Top of Provided entries
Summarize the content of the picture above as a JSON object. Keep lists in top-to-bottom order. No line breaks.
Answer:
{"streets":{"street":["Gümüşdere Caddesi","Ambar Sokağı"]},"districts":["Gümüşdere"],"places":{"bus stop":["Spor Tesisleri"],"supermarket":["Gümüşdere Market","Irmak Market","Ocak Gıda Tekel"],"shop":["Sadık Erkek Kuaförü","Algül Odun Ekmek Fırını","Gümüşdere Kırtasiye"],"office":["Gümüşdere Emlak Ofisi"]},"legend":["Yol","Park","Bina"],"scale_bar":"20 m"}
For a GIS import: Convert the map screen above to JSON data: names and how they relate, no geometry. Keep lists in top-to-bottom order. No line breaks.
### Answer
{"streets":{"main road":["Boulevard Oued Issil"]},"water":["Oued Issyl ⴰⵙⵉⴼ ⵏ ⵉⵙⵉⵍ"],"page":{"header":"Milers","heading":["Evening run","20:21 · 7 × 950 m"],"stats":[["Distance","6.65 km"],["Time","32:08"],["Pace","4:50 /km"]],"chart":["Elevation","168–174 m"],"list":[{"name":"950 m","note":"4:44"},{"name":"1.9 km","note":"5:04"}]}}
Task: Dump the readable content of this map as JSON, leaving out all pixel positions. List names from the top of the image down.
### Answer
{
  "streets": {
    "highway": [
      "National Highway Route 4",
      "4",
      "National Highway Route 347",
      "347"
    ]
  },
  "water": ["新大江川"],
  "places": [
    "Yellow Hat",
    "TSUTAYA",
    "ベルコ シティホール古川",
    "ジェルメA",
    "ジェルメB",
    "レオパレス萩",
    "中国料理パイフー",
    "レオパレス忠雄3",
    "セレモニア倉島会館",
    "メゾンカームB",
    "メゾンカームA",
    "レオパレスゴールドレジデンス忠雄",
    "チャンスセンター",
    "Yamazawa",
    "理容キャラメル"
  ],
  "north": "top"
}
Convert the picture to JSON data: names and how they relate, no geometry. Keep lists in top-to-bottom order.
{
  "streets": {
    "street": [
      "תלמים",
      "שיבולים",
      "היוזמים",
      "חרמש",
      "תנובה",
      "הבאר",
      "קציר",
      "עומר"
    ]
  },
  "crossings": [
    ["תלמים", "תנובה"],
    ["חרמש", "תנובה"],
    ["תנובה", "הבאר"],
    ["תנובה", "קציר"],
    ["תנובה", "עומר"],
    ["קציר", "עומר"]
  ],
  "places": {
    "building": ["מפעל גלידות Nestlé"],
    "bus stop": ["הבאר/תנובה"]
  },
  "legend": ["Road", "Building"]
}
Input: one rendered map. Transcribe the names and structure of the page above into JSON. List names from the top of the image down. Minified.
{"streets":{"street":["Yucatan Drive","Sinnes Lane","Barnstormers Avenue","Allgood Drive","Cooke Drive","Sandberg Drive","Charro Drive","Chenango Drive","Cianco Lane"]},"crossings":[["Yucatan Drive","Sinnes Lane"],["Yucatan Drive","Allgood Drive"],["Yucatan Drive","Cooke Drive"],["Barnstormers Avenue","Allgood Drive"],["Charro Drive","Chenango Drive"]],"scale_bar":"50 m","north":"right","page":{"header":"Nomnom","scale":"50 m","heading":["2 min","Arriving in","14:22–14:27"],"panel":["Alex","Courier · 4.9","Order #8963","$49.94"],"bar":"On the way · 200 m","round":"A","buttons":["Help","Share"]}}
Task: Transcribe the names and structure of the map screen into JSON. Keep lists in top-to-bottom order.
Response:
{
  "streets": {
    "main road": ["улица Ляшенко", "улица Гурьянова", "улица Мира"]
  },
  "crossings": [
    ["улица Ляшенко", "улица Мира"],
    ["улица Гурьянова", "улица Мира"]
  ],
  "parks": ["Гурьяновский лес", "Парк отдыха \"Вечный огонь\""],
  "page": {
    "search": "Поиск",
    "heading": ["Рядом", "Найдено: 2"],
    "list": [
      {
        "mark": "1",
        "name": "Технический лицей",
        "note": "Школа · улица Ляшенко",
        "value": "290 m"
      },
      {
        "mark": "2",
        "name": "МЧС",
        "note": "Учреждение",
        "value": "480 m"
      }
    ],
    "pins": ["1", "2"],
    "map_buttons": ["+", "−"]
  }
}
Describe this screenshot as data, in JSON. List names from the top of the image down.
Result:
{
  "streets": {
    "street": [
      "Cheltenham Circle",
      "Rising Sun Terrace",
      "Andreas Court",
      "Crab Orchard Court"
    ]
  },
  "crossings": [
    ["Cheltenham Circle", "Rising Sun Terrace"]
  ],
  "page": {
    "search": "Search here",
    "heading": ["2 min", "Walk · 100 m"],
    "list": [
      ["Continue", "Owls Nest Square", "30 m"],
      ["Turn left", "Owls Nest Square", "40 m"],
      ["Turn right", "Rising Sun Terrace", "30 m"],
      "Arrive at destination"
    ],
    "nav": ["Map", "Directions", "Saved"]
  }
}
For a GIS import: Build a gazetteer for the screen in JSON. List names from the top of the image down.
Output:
Bottom of Provided entries
▸ Work request: Apply a filter for "import" to the data above, then copy each line that matches.

▸ Result:
For a GIS import: Convert the map screen above to JSON data: names and how they relate, no geometry. Keep lists in top-to-bottom order. No line breaks.
For a GIS import: Build a gazetteer for the screen in JSON. List names from the top of the image down.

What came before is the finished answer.